La hausse des inégalités est considérée comme une des explications du succès de Donald Trump. Qu’en est-il en France ?

Le hasard fait que plusieurs travaux de l’Insee viennent de sortir sur le sujet, l’une sur les revenus il y a quelques semaines, l’autre sur les patrimoines hier soir. La première montre quelque chose d’assez différent de ce que l’on croit généralement : les écarts de niveaux de vie, de revenus, mesurés par ce que l’on appelle l’indice de Gini (c’est l’indicateur top en la matière) sont au même niveau qu’il y a trente ans, quasiment à la virgule près ! Sur le patrimoine, l’étude de l’Insee d’hier est titrée, je la cite : « entre 2010 et 2015, les inégalités se réduisent légèrement ». Elles avaient, ces inégalités, grimpé dans les années précédentes, mais la tendance récente c’est celle-là.

Ce n’est pourtant pas la perception des Français.

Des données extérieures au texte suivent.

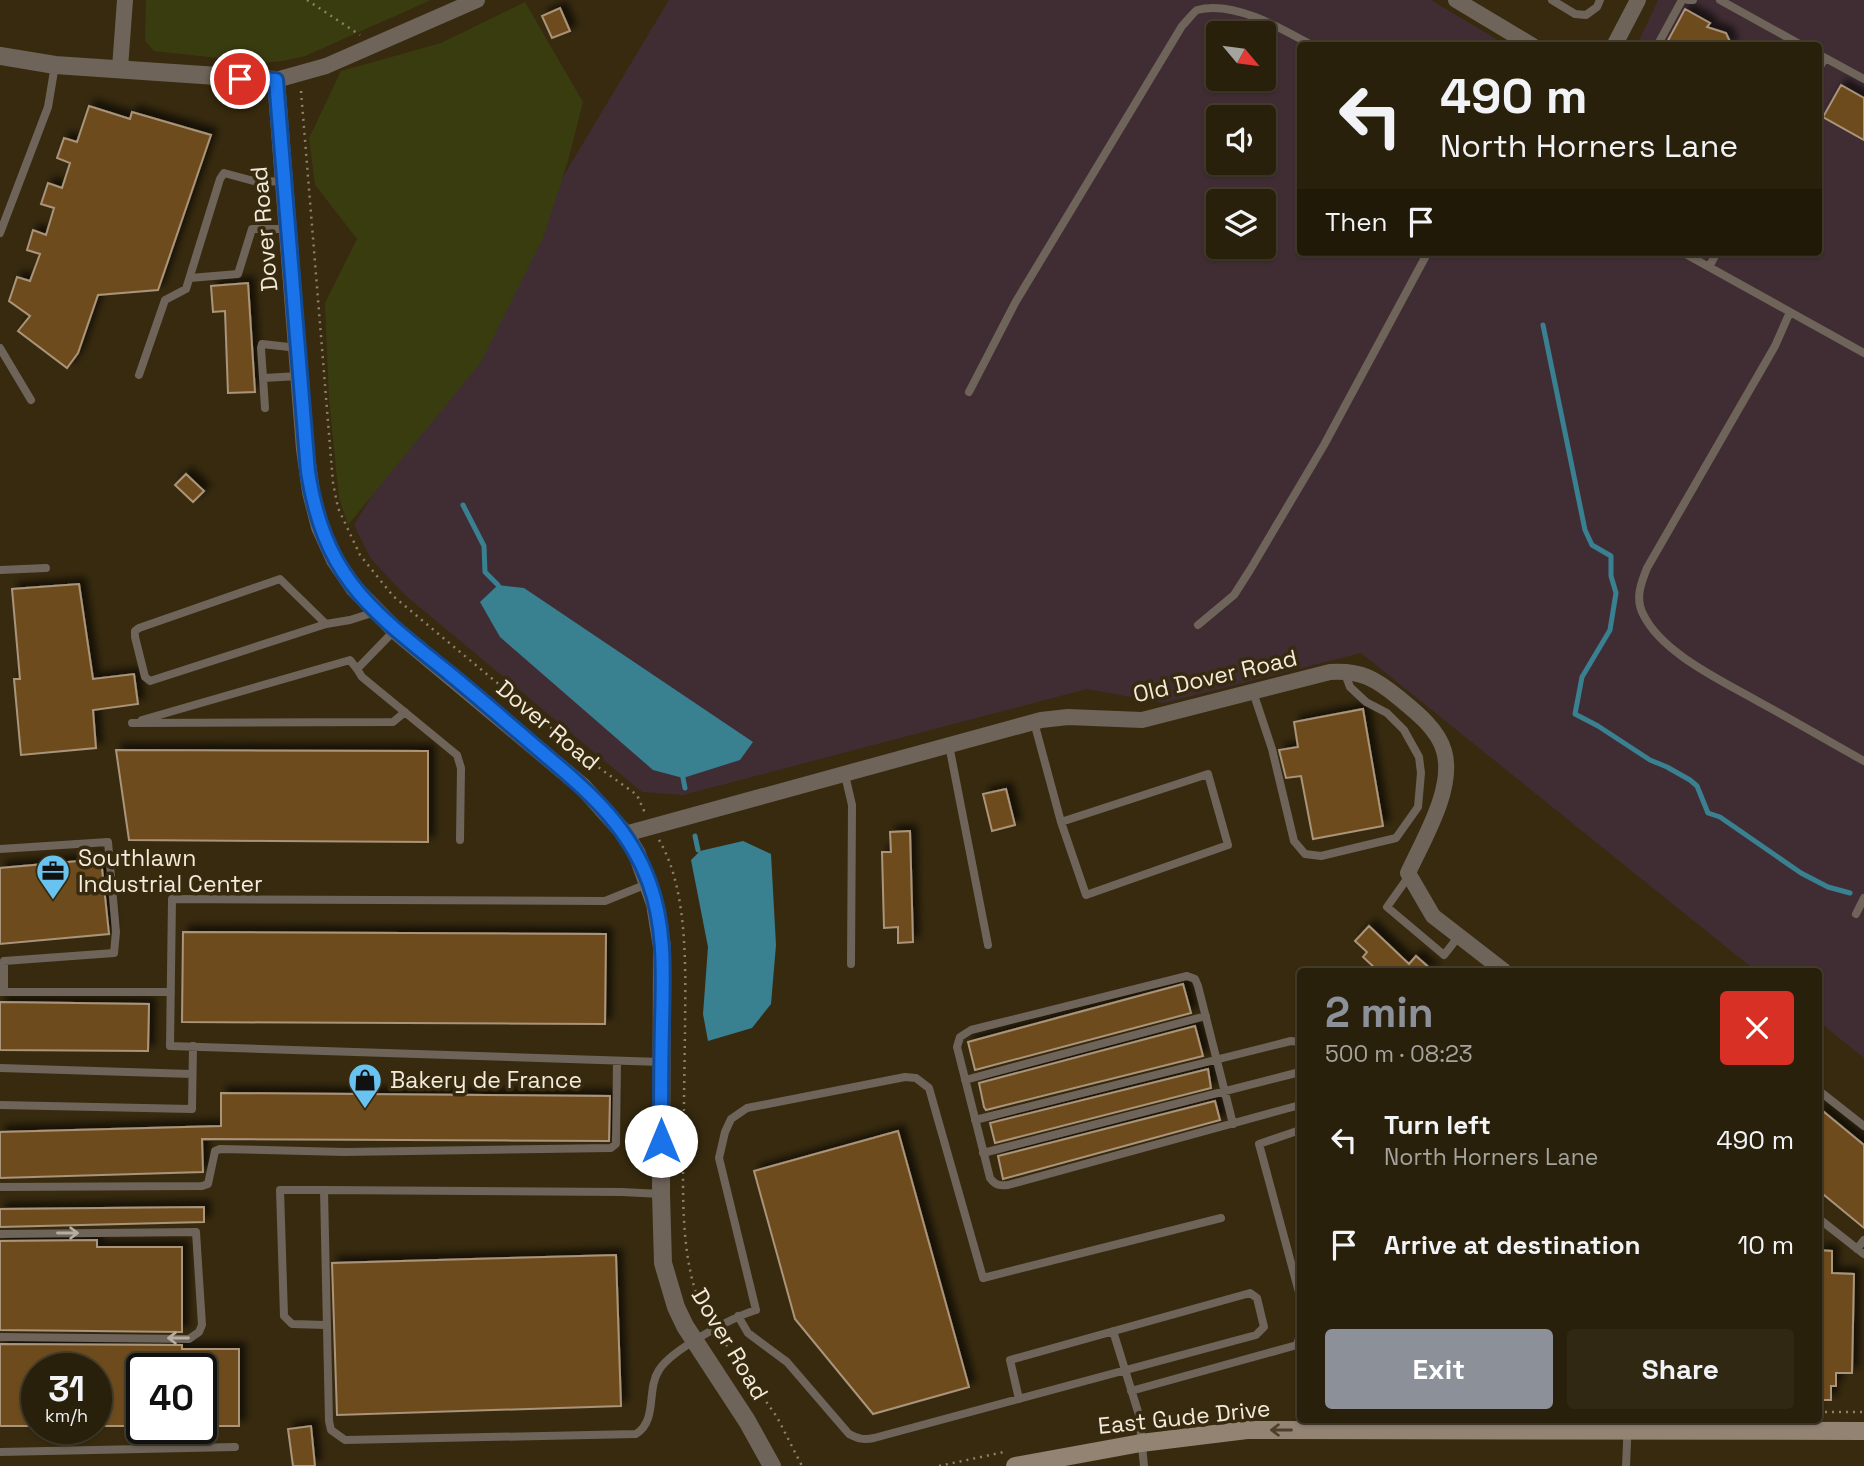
<!DOCTYPE html>
<meta charset="utf-8">
<style>
:root{--surface:#29200b;--page:#312814;--text:#f1f3f6;--muted:#a5a39d;--line:#453e2c;--accent:#8c9099}
body{margin:0;font-family:"Space Grotesk",sans-serif;background:var(--page);color:var(--text);height:100vh;display:flex;flex-direction:column;font-size:26px;white-space:nowrap}
*{box-sizing:border-box;margin:0}
p{font-size:23px;color:var(--muted)}
.icon{flex:none;width:38px;height:38px;fill:none;stroke:currentColor;stroke-width:2;stroke-linecap:round;stroke-linejoin:round}
.map{position:relative;flex:1;overflow:hidden}
.side{position:absolute;left:1297px;top:968px;width:525px;height:455px;display:flex;flex-direction:column;background:var(--surface);border-radius:7px;box-shadow:0 2px 5px #0004,0 0 0 2px var(--line)}
.side>*{flex:none}
.banner{position:absolute;left:1297px;top:42px;width:525px;height:214px;border-radius:7px;box-shadow:0 2px 5px #0004,0 0 0 2px var(--line);background:#29200b;color:var(--text);overflow:hidden}
.needle{width:46px;rotate:119deg}
.tools{position:absolute;left:1206px;top:21px;display:grid;gap:14px}
.tools a{display:grid;place-items:center;width:70px;height:70px;border-radius:7px;background:var(--surface);box-shadow:0 2px 5px #0004,0 0 0 2px var(--line);font-size:35px}
.speed{position:absolute;left:21px;top:1353px;display:flex;gap:14px;font-size:35px;font-weight:700;text-align:center}
.speed>*{display:grid;place-content:center;width:91px;height:91px;border-radius:50%;background:var(--surface);box-shadow:0 2px 5px #0004,0 0 0 2px var(--line);line-height:1}
.speed small{font-size:18px;font-weight:400}
.speed .limit{border:4px solid #111;border-radius:10px;background:#fff;color:#111}
.pin{position:absolute;display:grid;place-items:center;width:60px;height:60px;color:#fff;margin:-30px;border:4px solid #fff;border-radius:50%;box-shadow:0 2px 7px #0007}
.me{position:absolute;width:77px;margin:-38px;rotate:0deg;stroke-linejoin:round;filter:drop-shadow(0 0 5px #0008)}
.turn{display:flex;align-items:center;gap:24px;height:147px;padding:0 28px;font-size:32px}
.turn .icon{width:91px;height:91px;stroke-width:2.5}
.turn b{display:block;font-size:49px;line-height:60px}
.then{display:flex;align-items:center;height:66px;padding:0 28px;background:#0003;gap:14px;font-size:26px}
.round{display:grid;place-items:center;flex:none;width:74px;height:74px;border-radius:7px;background:var(--page)}
.head{display:flex;align-items:center;justify-content:space-between;height:119px;padding:0 28px}
h1{font-size:42px;font-weight:600;line-height:52px;color:var(--accent)}
.button{display:flex;gap:14px;margin-top:auto;padding:14px 28px}
.button a{flex:1;height:80px;border-radius:7px;background:var(--accent);color:#fff;font-size:28px;font-weight:600;line-height:80px;text-align:center}
.button a+a{background:var(--page);color:var(--text)}
ul{padding:0;list-style:none}
li{display:flex;align-items:center;gap:21px;height:105px;padding:0 28px}
li div{flex:1}
li b{display:block;font-size:26px}
li em{font-style:normal}
.map>svg:first-child{display:block}
.industrial{fill:#402d34;fill-rule:evenodd}
.green{fill:#393c0f}
.water{fill:#398091}
.lines{fill:none;stroke-linecap:round;stroke-linejoin:round}
.stream{stroke:#398091;stroke-width:5}
.building{fill:#6e4c1f;stroke:#aa947a;stroke-width:2;filter:url(#shadow)}
.path{stroke:#8c816b;stroke-width:2.5;stroke-dasharray:2 5;stroke-linecap:butt}
.service{stroke:#6e645a;stroke-width:8}
.minor{stroke:#6e645a;stroke-width:16}
.tertiary{stroke:#6e645a;stroke-width:18}
.secondary{stroke:#938373;stroke-width:18}
.oneway{stroke:#b7aea1}
.oneway2{stroke:#4e4028}
.route-casing{stroke:#114b97;stroke-width:18}
.route{stroke:#1a73e8;stroke-width:12}
.labels{text-anchor:middle;stroke-width:7;stroke-linejoin:round;paint-order:stroke}
.street-label{font-size:23px;fill:#f3ebdb;stroke:#372a0f}
.poi-label{font-size:23px;fill:#f3ebdb;stroke:#372a0f;text-anchor:start}
</style>
<div class="map">
<svg width="1864" height="1466" viewBox="0 0 1864 1466">
<defs>
<filter id="shadow"><feDropShadow dx="6" dy="-6" stdDeviation="3.5" flood-color="#0009"/></filter>
</defs>
<rect width="100%" height="100%" fill="#372a0f"/>
<path class="industrial" d="M 669,0 L 1431,0 L 1506,45 L 1300,46 L 1300,252 L 1818,252 L 1818,46 L 1637,45 L 1658,0 L 1864,0 L 1864,1058 L 1818,1021 L 1818,971 L 1756,971 L 1361,653 L 1164,703 L 1087,689 L 683,795 L 642,792 L 405,595 L 371,559 L 354,525 ZM 1218,33 L 1264,33 L 1264,79 L 1218,79 ZM 1218,117 L 1264,117 L 1264,163 L 1218,163 ZM 1218,201 L 1264,201 L 1264,247 L 1218,247 Z"/>
<path class="green" d="M 146,0 L 431,0 L 305,56 L 283,61 L 262,63 L 154,51 L 145,41 Z
M 525,2 L 583,102 L 568,161 L 543,238 L 481,362 L 348,525 L 339,498 L 329,399 L 325,303 L 357,239 L 315,185 L 309,138 L 341,71 L 441,43 Z"/>
<path class="water" d="M 498,585 L 524,588 L 753,742 L 740,760 L 683,778 L 653,770 L 500,637 L 480,602 Z
M 743,841 L 771,854 L 776,945 L 771,1004 L 752,1028 L 708,1041 L 703,1014 L 708,947 L 691,860 L 700,851 Z"/>
<g class="lines">
<path class="stream" d="M 1543,325 L 1585,530 L 1592,545 L 1611,556 L 1611,576 L 1616,593 L 1610,630 L 1582,677 L 1575,714 L 1598,726 L 1650,760 L 1667,767 L 1690,780 L 1697,786 L 1708,813 L 1720,817 L 1801,873 L 1828,887 L 1850,893
M 463,505 L 484,546 L 485,572 L 498,585
M 683,778 L 685,788
M 695,836 L 698,850"/>
</g>
<path class="building" d="M 560,8 L 570,31 L 552,38 L 542,16 Z
M 1685,9 L 1710,23 L 1707,27 L 1726,33 L 1732,46 L 1665,46 Z
M 1841,85 L 1864,98 L 1864,140 L 1823,117 Z
M 89,106 L 130,119 L 132,112 L 211,135 L 158,290 L 98,295 L 78,353 L 67,368 L 18,331 L 30,316 L 9,301 L 17,277 L 30,281 L 40,254 L 27,250 L 33,230 L 46,235 L 54,208 L 41,204 L 48,183 L 62,188 L 70,163 L 57,158 L 64,138 L 77,142 Z
M 248,283 L 255,392 L 228,393 L 225,311 L 213,312 L 211,286 Z
M 186,474 L 204,491 L 193,502 L 175,485 Z
M 79,584 L 93,679 L 134,674 L 138,704 L 93,710 L 96,748 L 21,755 L 14,679 L 20,679 L 12,589 Z
M 1363,709 L 1383,826 L 1313,839 L 1301,776 L 1286,778 L 1279,750 L 1298,747 L 1294,722 Z
M 116,750 L 428,751 L 428,842 L 129,840 Z
M 1006,789 L 1015,825 L 992,831 L 983,794 Z
M 910,831 L 913,942 L 898,943 L 898,927 L 884,928 L 882,852 L 891,852 L 890,832 Z
M 101,859 L 109,934 L 0,944 L 0,868 Z
M 1369,926 L 1409,964 L 1416,956 L 1433,971 L 1378,971 L 1363,957 L 1367,952 L 1355,941 Z
M 183,932 L 606,934 L 605,1024 L 182,1022 Z
M 1183,984 L 1191,1013 L 975,1070 L 968,1042 Z
M 0,1002 L 149,1004 L 148,1051 L 0,1050 Z
M 1195,1026 L 1203,1056 L 986,1110 L 984,1107 L 979,1083 Z
M 1208,1069 L 1211,1088 L 995,1143 L 990,1123 Z
M 221,1093 L 610,1096 L 609,1141 L 202,1139 L 203,1172 L 0,1178 L 0,1132 L 221,1126 Z
M 1215,1101 L 1220,1120 L 1003,1179 L 998,1156 Z
M 1818,1107 L 1864,1145 L 1864,1228 L 1818,1190 Z
M 898,1131 L 969,1387 L 873,1414 L 795,1319 L 754,1171 Z
M 204,1207 L 204,1222 L 0,1227 L 0,1209 Z
M 97,1240 L 97,1247 L 182,1247 L 182,1332 L 0,1330 L 0,1241 Z
M 1818,1250 L 1832,1251 L 1832,1273 L 1854,1274 L 1852,1373 L 1836,1373 L 1836,1386 L 1831,1386 L 1831,1400 L 1818,1400 Z
M 616,1255 L 621,1406 L 337,1415 L 332,1263 Z
M 0,1344 L 182,1345 L 182,1349 L 239,1349 L 239,1426 L 201,1426 L 201,1368 L 142,1368 L 142,1426 L 96,1426 L 96,1368 L 37,1368 L 37,1426 L 0,1426 Z
M 311,1426 L 315,1466 L 293,1466 L 288,1429 Z"/>
<g class="lines">
<path class="path" d="M 307,0 L 360,35
M 301,91 L 333,483 L 338,508 L 360,555 L 393,596 L 598,767 L 637,795 L 645,813
M 659,840 C 690,892 685,977 685,1035 C 684,1081 684,1127 683,1174 C 683,1218 684,1280 708,1319
M 722,1339 L 777,1417 L 802,1466
M 1818,1412 L 1864,1412
M 939,1466 L 1004,1452"/>
<path class="service" d="M 1552,0 L 1575,14 L 1586,15 L 1597,7 L 1600,0
M 1688,0 L 1693,0
M 1720,0 L 1803,46
M 1657,46 L 1682,0
M 1818,54 L 1864,79
M 1818,70 L 1825,58
M 0,233 L 48,107 L 55,65
M 1682,252 L 1864,353
M 1709,267 L 1717,252
M 190,278 L 238,274 L 252,229 L 289,229
M 1790,312 L 1775,346 L 1647,568 C 1641,583 1635,598 1643,614 C 1662,654 1725,682 1761,703 C 1796,722 1830,742 1864,761
M 0,348 L 31,400
M 139,375 L 165,300 L 186,289 L 220,179 L 224,173 L 257,182 L 285,181
M 264,378 L 299,376
M 969,392 L 1015,303 L 1182,26 C 1187,21 1192,14 1197,10 C 1233,0 1281,28 1313,46
M 265,408 L 261,348 L 262,344 L 298,348
M 0,570 L 46,568
M 326,624 L 280,579 L 139,628 L 135,631 L 135,637 L 145,677 L 150,681 L 326,624 L 350,620 L 375,612
M 1198,625 L 1234,595 L 1250,570 L 1324,445 L 1428,252
M 395,630 L 357,669 L 362,677 L 457,755 L 461,768 L 460,840
M 1253,692 L 1272,749 L 1294,841 L 1305,854 L 1321,856 L 1396,838 L 1418,807 L 1421,773 L 1419,757 L 1404,730 L 1387,713 L 1366,702 L 1350,687 L 1344,671
M 142,720 L 350,660 L 357,669
M 1034,722 L 1061,822 L 1086,895 L 1228,845 L 1208,774 L 1061,822
M 132,723 L 393,722 L 405,712
M 949,745 L 988,945
M 845,775 L 852,805 L 851,964
M 0,849 L 108,842 L 116,932 L 114,953 L 4,961 L 4,992
M 1409,876 L 1387,907 L 1444,955 L 1459,936
M 647,884 L 605,901 L 172,899 L 170,1046 L 661,1062
M 1856,914 L 1864,898
M 0,992 L 171,992
M 0,1068 L 192,1074
M 965,1080 L 1206,1016
M 1818,1090 L 1864,1126
M 0,1105 L 192,1109 L 193,1046
M 975,1120 L 1291,1041 L 1300,1042
M 1233,1124 L 1198,986 L 1195,979 L 1187,976 L 971,1030 L 960,1037 L 957,1047 L 990,1178 C 995,1185 999,1186 1008,1185 L 1300,1105
M 1300,1130 L 1259,1144 L 1300,1296
M 983,1153 L 1300,1072
M 0,1187 L 202,1186 L 208,1184 L 215,1151 L 220,1149 L 345,1152 L 611,1148 L 616,1144 L 617,1061
M 324,1190 L 280,1190 L 284,1316 L 292,1324 L 326,1325
M 661,1194 L 622,1192 L 324,1190 L 329,1421 L 331,1430 L 345,1440 L 636,1434 C 658,1420 646,1390 659,1370 C 671,1350 733,1317 756,1310 L 719,1158 L 725,1132 L 731,1119 L 747,1108 L 905,1077 L 916,1078 L 929,1088 L 983,1278 L 1221,1218
M 1818,1218 L 1864,1254
M 0,1234 L 196,1232 L 202,1325 L 199,1332 L 189,1339 L 0,1337
M 1857,1249 L 1864,1240
M 738,1316 L 748,1333 L 787,1362 L 849,1434 C 858,1439 864,1440 874,1438 L 1256,1335 L 1264,1327 L 1257,1298 L 1250,1293 L 1010,1360 L 1019,1399
M 1113,1331 L 1139,1415 L 1144,1466
M 1131,1391 L 1297,1345 L 1300,1335
M 0,1452 L 235,1447
M 1626,1466 L 1628,1419"/>
<path class="minor" d="M 1456,0 L 1533,46
M 1614,46 L 1638,0
M 120,68 L 125,0
M 276,80 L 326,66 L 477,0
M 625,834 L 1041,720 L 1068,717 L 1142,720 L 1330,672 C 1361,670 1376,679 1399,698 C 1415,711 1438,729 1444,751 C 1455,788 1423,840 1408,873 L 1433,916 L 1504,971"/>
<path class="tertiary" d="M 0,56 L 55,65 L 276,80 L 305,449 L 311,492 L 320,527 L 335,560 L 354,588 L 395,630 L 583,787 L 625,834 L 637,854 L 655,904 L 662,947 L 661,1194 L 663,1263 L 676,1307 L 685,1326 L 747,1421 L 772,1466"/>
<path class="secondary" d="M 1015,1466 L 1141,1443 L 1247,1430 L 1864,1431"/>
</g>
<defs><path id="oneway-shaft" d="M-6 0H5M1.5-3L5.5 0L1.5 3" fill="none" stroke-width="1.6" stroke-linecap="round" stroke-linejoin="round" transform="scale(1.75)"/></defs>
<g class="oneway">
<use href="#oneway-shaft" transform="translate(68 1233)"/>
<use href="#oneway-shaft" transform="translate(178 1338) rotate(180)"/>
</g>
<use class="oneway2" href="#oneway-shaft" transform="translate(1281 1430) rotate(-180)"/>
<g class="lines">
<g class="route-casing">
<path id="route" d="M 240,79 L 276,80 L 308,472 C 325,579 371,610 450,674 C 484,702 517,731 551,760 C 593,795 630,830 649,882 C 666,928 663,977 662,1024 C 661,1063 661,1102 661,1141"/>
</g>
<use href="#route" class="route"/>
</g>
<defs>
<g id="office-pin" transform="scale(1.75)"><path d="M0 17L-7.5 6A9.5 9.5 0 1 1 7.5 6Z" fill="#69c3f1" stroke="#372a0f"/><path d="M-6-3h4V-5.5h4V-3h4V5H-6ZM-1-4.5V-3h2v-1.5ZM-6 0V1H6V0Z" fill="#111"/></g>
<g id="shop-pin" transform="scale(1.75)"><path d="M0 17L-7.5 6A9.5 9.5 0 1 1 7.5 6Z" fill="#69c3f1" stroke="#372a0f"/><path d="M-5-2.5h2.3a2.7 3.5 0 0 1 5.4 0H5L5.5 6h-11ZM-1.5-2.5h3a1.5 2.3 0 0 0-3 0Z" fill="#111"/></g>
</defs>
<g fill-rule="evenodd">
<use href="#office-pin" x="53" y="871"/>
<use href="#shop-pin" x="365" y="1080"/>
</g>
<g class="labels">
<g class="street-label">
<text transform="translate(264 229) rotate(-95)" y="8">Dover Road</text>
<text transform="translate(1215 676) rotate(-13)" y="8">Old Dover Road</text>
<text transform="translate(548 725) rotate(40)" y="8">Dover Road</text>
<text transform="translate(730 1344) rotate(59)" y="8">Dover Road</text>
<text transform="translate(1184 1417) rotate(-6)" y="8">East Gude Drive</text>
</g>
<g class="poi-label">
<text x="78" y="866">Southlawn<tspan x="78" dy="26">Industrial Center</tspan></text>
<text x="390" y="1088">Bakery de France</text>
</g>
</g>
</svg>
<div class="tools">
<a><svg class="needle" viewBox="-14 -14 28 28"><path d="M0-13l5 13h-10z" fill="#e53935"/><path d="M0 13l5-13h-10z" fill="#a5a39d"/></svg></a>
<a><svg class="icon" aria-label="sound" viewBox="0 0 24 24"><path d="M4 9h4l5-4v14l-5-4H4zM17 9q2 3 0 6"/></svg></a>
<a><svg class="icon" aria-label="layers" viewBox="0 0 24 24"><path d="M12 4l9 5-9 5-9-5zM3 14l9 5 9-5"/></svg></a>
</div>
<div class="speed"><div>31<small>km/h</small></div><div class="limit">40</div></div>
<div class="pin" style="left:240px;top:79px;background:#d93025"><svg class="icon" aria-label="arrive" viewBox="0 0 24 24"><path d="M6 21V4h12l-3 4 3 4H6"/></svg></div>
<svg class="me" style="left:661px;top:1141px" viewBox="-20 -20 40 40"><circle r="19" fill="#fff"/><path d="M0-13L10 11 0 6-10 11z" fill="#1a73e8"/></svg>
<div class="banner">
<div class="turn"><svg class="icon" aria-label="left" viewBox="0 0 24 24"><path d="M17 20v-9H6M10 6l-5 5 5 5"/></svg><div><b>490 m</b>North Horners Lane</div></div>
<div class="then">Then<svg class="icon" aria-label="arrive" viewBox="0 0 24 24"><path d="M6 21V4h12l-3 4 3 4H6"/></svg></div>
</div>
<section class="side">
<div class="head"><div><h1>2 min</h1><p>500 m · 08:23</p></div><a class="round" style="background:#d93025;color:#fff"><svg class="icon" aria-label="close" viewBox="0 0 24 24"><path d="M6 6l12 12M18 6L6 18"/></svg></a></div>
<ul>
<li><svg class="icon" aria-label="left" viewBox="0 0 24 24"><path d="M17 20v-9H6M10 6l-5 5 5 5"/></svg><div><b>Turn left</b><p>North Horners Lane</p></div><em>490 m</em></li>
<li><svg class="icon" aria-label="arrive" viewBox="0 0 24 24"><path d="M6 21V4h12l-3 4 3 4H6"/></svg><div><b>Arrive at destination</b></div><em>10 m</em></li>
</ul>
<div class="button"><a>Exit</a><a>Share</a></div>
</section>
</div>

Non. Chacun regarde l’envolée des revenus et des patrimoines des très riches, sportifs, actrices-acteurs, grands patrons, mais cela ne représente rien macro-économiquement. Je vous donne un chiffre. Ecoutez. En 2002, 17 % des Français considéraient que leur situation sociale était moins bonne que celle de leurs parents au même âge : en 2015, cette proportion est passée à 54 %. C’est spectaculaire.

Alors, que conclure : l’Insee ment ou les Français se mentent ?!

Les deux ! En termes de revenus, on vit mieux qu’avant, surtout avec une meilleure santé, des produits de meilleure qualité, on travaille moins etc. Mais si on se demande si avec ces niveaux de vie, on peut se loger, la réponse est que c’est bien plus difficile. En seulement quinze ans, le prix des logements a doublé en France, il a été multiplié par 2,5 à Paris. Le salaire permettait de devenir propriétaire, ce n’est plus le cas, il faut hériter. Au fond, le débat public est à côté de la plaque. On s’obsède sur les différences entre les uns et les autres ; mais en réalité la vraie inégalité, c’est l’inégalité entre ceux qui peuvent avoir des projets, des perspectives à l’échelle d’une vie, par exemple acheter un appartement ou une maison, et ceux qui ne voient pas comment cela sera possible. Qui sont bloqués, qu’ils soient employés, classes moyennes, cadres etc. Mais comme ce combat-là est plus difficile, on continuera de s’exciter davantage sur des taux de fiscalité que sur les moyens de résoudre la question du logement. Eh bien, c’est de l’enfumage.